4.09.2009

King and Messiah as Son of God, Chapter 3, part 2

Ok, it's been a while. Let's pick up again with King and Messiah as Son of God. I'm realizing that reviews/summaries should be written as soon as possible after reading the works to which they correspond. Next time I'll do that and hopefully save myself some rereading.

Turning to the Septuagint in his investigation of the portrayal of messiah in the Hellenistic Period, Collins asks whether “the translators ever enhance the claims of the king/messiah to divine status, or show influence from the Hellenistic cults?” Little evidence from the Pentateuch would seem to support such a judgment, but Collins maintains that the LXX renderings of the Psalms and prophets provide suggestive evidence.

LXX

Psalms 45. Collins concludes that the translator was not importing into this psalm a notion of the king’s divinity. Rather, when it comes both to (1) addressing the king as “God” in verse 6 and (2) and offering the psalm to Agapeitos—a word “used for . . .  ‘only begotten,’ in Genesis 22 and elsewhere”—the translator is likely faithfully reproducing the original meaning of the Hebrew. What this may show us in both instances is that the translator, perhaps because of the “influence of the Hellenistic ruler cults,” was not uncomfortable with the attribution of divinity to the king. 

Psalm 110 (LXX 109). Again, Collins points out the LXX translator’s lack discomfort translating the Hebrew word into Greek as “I have begotten you” (see LXX 109:3). He also finds significant the alteration of “holy,” singular in the Hebrew, to “holy ones,” plural in the LXX, and suggests that it represents an attempt to associate the messiah with angelic beings, similar to the “depiction of Melchizedek . . . as a heavenly being in the Melchizedek scroll from Qumran.”

Psalm 72:17 (LXX 71:7). Following Volz, Collins suggests that the neutral Greek (LXX) rendering of the Hebrew term meaning “before the sun” should be taken in a temporal sense, implying “the preexistence of the name of the messiah.” The original Hebrew, though not often taken this way, at least allows this interpretation as well.

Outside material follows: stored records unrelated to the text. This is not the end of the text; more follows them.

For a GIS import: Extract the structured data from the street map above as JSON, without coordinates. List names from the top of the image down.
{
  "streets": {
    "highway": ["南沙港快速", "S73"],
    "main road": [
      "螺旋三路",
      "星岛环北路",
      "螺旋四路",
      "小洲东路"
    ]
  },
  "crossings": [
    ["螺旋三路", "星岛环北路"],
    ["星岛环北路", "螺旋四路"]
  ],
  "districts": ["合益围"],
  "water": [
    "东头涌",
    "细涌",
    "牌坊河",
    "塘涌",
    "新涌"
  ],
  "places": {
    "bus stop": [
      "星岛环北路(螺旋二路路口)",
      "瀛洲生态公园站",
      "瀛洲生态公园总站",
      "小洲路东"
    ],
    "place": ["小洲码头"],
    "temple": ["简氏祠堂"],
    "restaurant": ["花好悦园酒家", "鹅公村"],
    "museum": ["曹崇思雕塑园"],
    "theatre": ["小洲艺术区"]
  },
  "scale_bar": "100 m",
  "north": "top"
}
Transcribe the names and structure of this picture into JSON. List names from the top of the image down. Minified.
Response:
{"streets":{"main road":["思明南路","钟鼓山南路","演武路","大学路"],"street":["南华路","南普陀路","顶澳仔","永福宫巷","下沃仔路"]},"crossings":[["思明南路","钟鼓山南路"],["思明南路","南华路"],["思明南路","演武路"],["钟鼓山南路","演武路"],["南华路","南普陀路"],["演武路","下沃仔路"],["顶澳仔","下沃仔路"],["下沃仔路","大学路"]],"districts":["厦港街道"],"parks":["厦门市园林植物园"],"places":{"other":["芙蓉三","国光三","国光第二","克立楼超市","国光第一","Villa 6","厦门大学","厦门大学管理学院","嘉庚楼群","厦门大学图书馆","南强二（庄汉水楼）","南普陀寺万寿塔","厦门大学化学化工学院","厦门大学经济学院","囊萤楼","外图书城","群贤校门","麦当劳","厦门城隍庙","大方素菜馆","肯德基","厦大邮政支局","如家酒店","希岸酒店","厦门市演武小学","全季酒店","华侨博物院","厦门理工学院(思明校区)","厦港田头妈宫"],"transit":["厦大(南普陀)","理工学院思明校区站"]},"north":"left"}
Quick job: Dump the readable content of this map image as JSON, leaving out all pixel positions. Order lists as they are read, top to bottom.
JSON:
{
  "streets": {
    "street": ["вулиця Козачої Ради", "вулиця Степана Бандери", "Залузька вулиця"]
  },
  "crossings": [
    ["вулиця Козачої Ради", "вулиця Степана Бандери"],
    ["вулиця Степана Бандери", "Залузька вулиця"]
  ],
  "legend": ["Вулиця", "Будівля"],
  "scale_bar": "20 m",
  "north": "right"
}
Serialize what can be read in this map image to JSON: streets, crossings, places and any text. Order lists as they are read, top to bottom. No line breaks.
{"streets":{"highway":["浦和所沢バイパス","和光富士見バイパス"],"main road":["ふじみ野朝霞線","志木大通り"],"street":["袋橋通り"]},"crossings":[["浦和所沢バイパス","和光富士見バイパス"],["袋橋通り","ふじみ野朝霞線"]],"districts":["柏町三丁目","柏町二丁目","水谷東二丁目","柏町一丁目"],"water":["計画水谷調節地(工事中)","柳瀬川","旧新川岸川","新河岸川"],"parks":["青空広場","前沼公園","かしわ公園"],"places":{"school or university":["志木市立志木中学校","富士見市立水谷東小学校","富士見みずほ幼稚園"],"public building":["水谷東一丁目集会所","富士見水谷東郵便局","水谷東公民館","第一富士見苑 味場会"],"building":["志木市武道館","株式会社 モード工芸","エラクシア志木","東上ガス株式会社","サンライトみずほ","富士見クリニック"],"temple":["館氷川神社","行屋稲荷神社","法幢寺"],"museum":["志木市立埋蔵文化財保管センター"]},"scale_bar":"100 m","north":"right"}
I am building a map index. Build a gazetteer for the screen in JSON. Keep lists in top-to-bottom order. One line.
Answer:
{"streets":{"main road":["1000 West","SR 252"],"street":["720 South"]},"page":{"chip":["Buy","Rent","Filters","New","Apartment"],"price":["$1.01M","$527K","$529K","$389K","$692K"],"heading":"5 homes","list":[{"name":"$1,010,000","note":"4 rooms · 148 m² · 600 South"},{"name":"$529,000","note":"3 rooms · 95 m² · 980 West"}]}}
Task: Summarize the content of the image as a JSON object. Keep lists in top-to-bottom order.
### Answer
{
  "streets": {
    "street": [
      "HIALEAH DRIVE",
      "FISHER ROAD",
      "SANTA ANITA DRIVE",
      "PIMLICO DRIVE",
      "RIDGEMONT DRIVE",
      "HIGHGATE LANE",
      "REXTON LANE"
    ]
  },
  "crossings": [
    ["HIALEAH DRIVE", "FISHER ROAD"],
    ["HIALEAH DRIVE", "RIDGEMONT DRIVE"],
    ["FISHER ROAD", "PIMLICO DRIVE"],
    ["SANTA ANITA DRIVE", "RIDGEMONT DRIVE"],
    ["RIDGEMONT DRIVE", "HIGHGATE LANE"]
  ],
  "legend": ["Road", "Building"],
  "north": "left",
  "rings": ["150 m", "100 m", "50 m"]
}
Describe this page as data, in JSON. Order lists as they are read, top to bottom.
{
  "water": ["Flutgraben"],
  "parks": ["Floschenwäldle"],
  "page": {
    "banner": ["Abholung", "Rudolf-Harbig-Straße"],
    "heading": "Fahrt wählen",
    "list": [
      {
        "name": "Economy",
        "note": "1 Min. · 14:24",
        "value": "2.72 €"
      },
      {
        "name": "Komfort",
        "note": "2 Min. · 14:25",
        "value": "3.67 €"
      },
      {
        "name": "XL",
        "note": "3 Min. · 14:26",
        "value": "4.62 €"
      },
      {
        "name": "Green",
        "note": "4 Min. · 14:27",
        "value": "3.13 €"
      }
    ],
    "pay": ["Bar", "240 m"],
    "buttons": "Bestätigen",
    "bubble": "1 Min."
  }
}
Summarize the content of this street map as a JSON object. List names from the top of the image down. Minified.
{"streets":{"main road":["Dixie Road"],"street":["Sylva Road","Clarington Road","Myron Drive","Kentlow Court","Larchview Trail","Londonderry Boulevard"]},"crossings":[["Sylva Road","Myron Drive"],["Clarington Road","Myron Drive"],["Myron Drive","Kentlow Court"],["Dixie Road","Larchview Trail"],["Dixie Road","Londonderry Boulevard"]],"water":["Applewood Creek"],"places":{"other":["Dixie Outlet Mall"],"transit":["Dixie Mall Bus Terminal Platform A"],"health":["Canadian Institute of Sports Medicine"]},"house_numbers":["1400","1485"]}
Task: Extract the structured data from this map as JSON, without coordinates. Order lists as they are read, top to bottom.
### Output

 Isaiah 7:14, 9:6. Though he clearly believes the child mentions in Isa 7:14 was the offspring of the king or a prophet, meaning that his mother was not a “virgin” in the modern sense of the word, Collins nonetheless finds it striking that the LXX translator uses the word parthenos to render the Hebrew word often translated as “virgin.” Though even parthenos does not necessarily imply a woman who has not had sexual relations, it is not the word usually employed to translate the word we find in the Hebrew version of this verse. I’m guessing here that Collins is merely proposing that the translator was ascribing a miraculous significance to the woman and her giving birth. In the latter part of the prophecy, the translator renders “mighty God” as either “messenger” or “angel” of great counsel. Collins opts for the latter and suggests that “this is not so much a demotion as a clarification of his [the messiah’s] status in relation to the Most High.”

The Dead Sea Scrolls

Collins draws attention to the so-called “Son of God” text from Qumran. In 4Q246 there appears “a figure who is called ‘son of God’ and ‘son of the Most High,’ using Aramaic phrases that correspond exactly to the Greek titles given to Jesus in the Gospel of Luke 1:32–35.” Though some argue that this reference is in fact a negative one, that is, describing a personage inimical to the community at Qumran, Collins concludes that “4Q246 is most plausibly interpreted as referring to a Jewish messiah,” arguing sensibly that “Luke would hardly have used the Palestinian Jewish titles with reference to the messiah if they were primarily associated negatively with a Syrian king [as is suggested by some].” Collins finds in this text many analogies to Daniel and is thus tempted to draw parallels between this “son of God” figure and the “one like a son of man” in the earlier work, but expresses caution on this front, as there are many differences as well—not least of which is that the vision is “that of a king rather than of a visionary like Daniel.”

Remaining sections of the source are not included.